In [1]:
import warnings
warnings.filterwarnings(action="ignore")
import numpy as np
import pandas as pd
from tqdm import tqdm
from sklearn.decomposition import IncrementalPCA

In [2]:
# Parameters
input_file_train = '../data/v8.2/progress.txt'  # Path to your large file
padding = 10
batch_size = 1000                       # Number of samples per batch to load
n_components = 30                        # Number of principal components
# Parámetros
test_file_test = '../data/v8.2/progress2.txt'  # Ruta a tu archivo de test

# Once fitted, transform the entire dataset
transformed_train_data = []

# Transformar los datos del conjunto de test usando el PCA ajustado previamente
transformed_test_data = []

In [3]:
max_len = 0
# Read data in batches and fit IPCA
with open(input_file_train, 'r') as f:
    line = f.readline()
    max_len= max(max_len, len([float(x) for x in line.strip().split(',')]))

# Read data in batches and fit IPCA
with open(test_file_test, 'r') as f:
    line = f.readline()
    max_len= max(max_len, len([float(x) for x in line.strip().split(',')]))

max_len = max_len + padding

In [4]:
max_len

229899

In [5]:
# Initialize IPCA
ipca = IncrementalPCA(n_components=n_components)

# Read data in batches and fit IPCA
with open(input_file_train, 'r', encoding='utf-8') as f:
    while True:
        data = []
        # Read batch_size lines from the file
        for _ in range(batch_size):
            line = f.readline()
            if not line:
                break
            line = line.replace('\x13', '')  # Remove specific problematic character
            data.append([float(x) for x in line.strip().split(',')])
        
        if not data:
            break
        
        # Pad each row with zeros on the left to match the maximum length
        padded_data = [([0] * (max_len - len(row)) + row) for row in data]

        # Convert to a numpy array
        padded_data = np.array(padded_data)

        # Incrementally fit the model
        ipca.partial_fit(padded_data)

with open(input_file_train, 'r', encoding='utf-8') as f:
    while True:
        data = []
        for _ in range(batch_size):
            line = f.readline()
            if not line:
                break
            line = line.replace('\x13', '')  # Remove specific problematic character
            data.append([float(x) for x in line.strip().split(',')])
        
        if not data:
            break
        
        # Pad each row with zeros on the left to match the maximum length
        padded_data = [([0] * (max_len - len(row)) + row) for row in data]

        # Convert to a numpy array
        padded_data = np.array(padded_data)

        transformed_batch = ipca.transform(padded_data)
        transformed_train_data.append(transformed_batch)
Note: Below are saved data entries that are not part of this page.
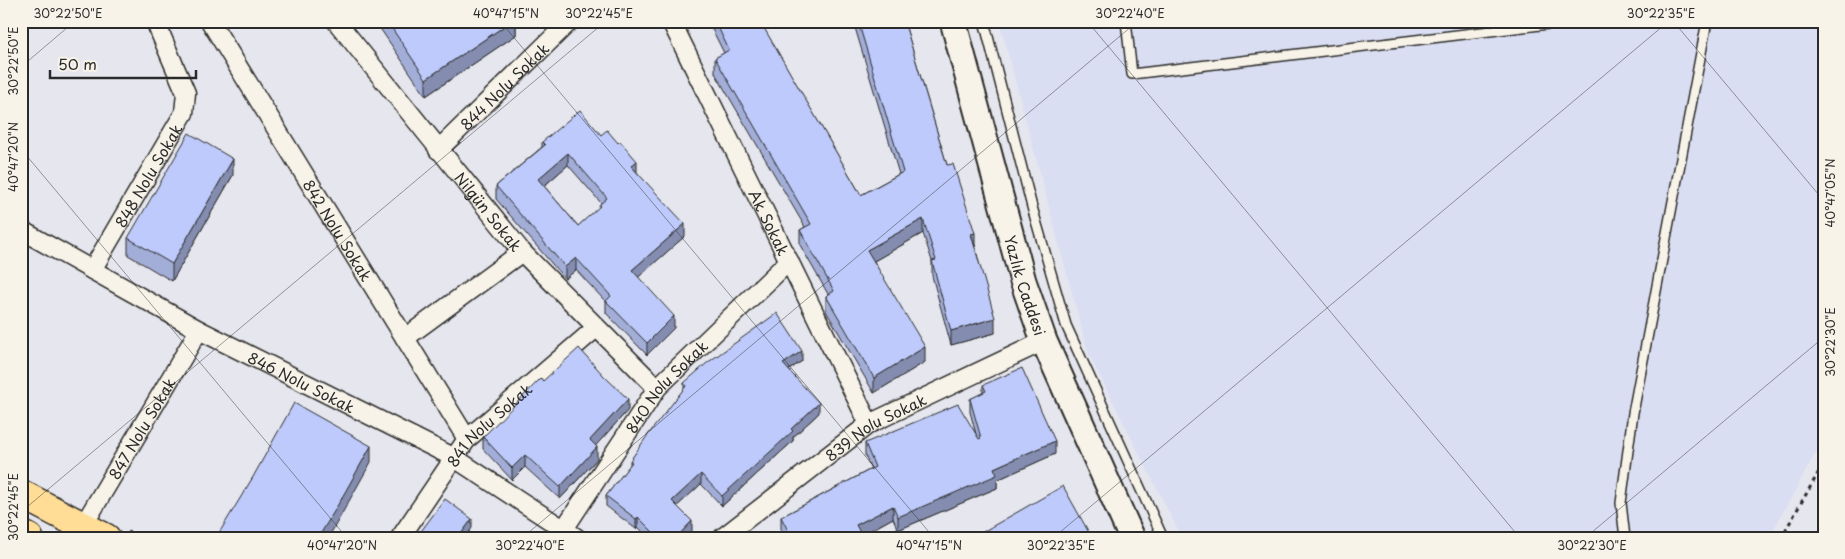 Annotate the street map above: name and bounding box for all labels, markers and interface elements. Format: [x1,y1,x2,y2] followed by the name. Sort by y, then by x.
[33,4,103,22] text: 30°22'50"E
[473,4,539,22] text: 40°47'15"N
[565,4,633,22] text: 30°22'45"E
[1095,4,1165,22] text: 30°22'40"E
[1627,4,1695,22] text: 30°22'35"E
[4,26,22,96] text: 30°22'50"E
[454,36,554,135] street label: 844 Nolu Sokak
[50,48,196,80] scale bar
[58,52,97,75] text: 50 m
[108,119,187,231] street label: 848 Nolu Sokak
[4,122,22,192] text: 40°47'20"N
[1821,158,1839,228] text: 40°47'05"N
[450,166,528,256] street label: Nilgün Sokak
[298,174,379,285] street label: 842 Nolu Sokak
[744,185,796,259] street label: Ak Sokak
[1000,232,1053,338] street label: Yazlık Caddesi
[1821,307,1839,377] text: 30°22'30"E
[619,334,713,437] street label: 840 Nolu Sokak
[244,345,360,418] street label: 846 Nolu Sokak
[102,372,180,483] street label: 847 Nolu Sokak
[440,377,537,471] street label: 841 Nolu Sokak
[820,387,930,466] street label: 839 Nolu Sokak
[4,473,22,541] text: 30°22'45"E
[307,536,377,554] text: 40°47'20"N
[495,536,565,554] text: 30°22'40"E
[896,536,962,554] text: 40°47'15"N
[1027,536,1095,554] text: 30°22'35"E
[1557,536,1627,554] text: 30°22'30"E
# Convert list of arrays to a single numpy array
transformed_train_data = np.vstack(transformed_train_data)

In [6]:
# Save transformed data
np.savetxt(f'../data/v8.2/transformed_train_data_comp_{n_components}.csv', transformed_train_data, delimiter=',')

In [7]:
with open(test_file_test, 'r') as f:
    while True:
        data = []
        # Leer batch_size líneas del archivo de test
        for _ in range(batch_size):
            line = f.readline()
            if not line:
                break
            data.append([float(x) for x in line.strip().split(',')])
        
        if not data:
            break
        
        # Pad each row with zeros on the left to match the maximum length
        padded_data = [([0] * (max_len - len(row)) + row) for row in data]

        # Convert to a numpy array
        padded_data = np.array(padded_data)

        # Aplicar la transformación con el PCA ajustado previamente
        transformed_batch = ipca.transform(padded_data)
        transformed_test_data.append(transformed_batch)

# Convertir la lista de arrays a un solo numpy array
transformed_test_data = np.vstack(transformed_test_data)

# Guardar los datos transformados
np.savetxt(f'../data/v8.2/transformed_test_data_comp_{n_components}.csv', transformed_test_data, delimiter=',')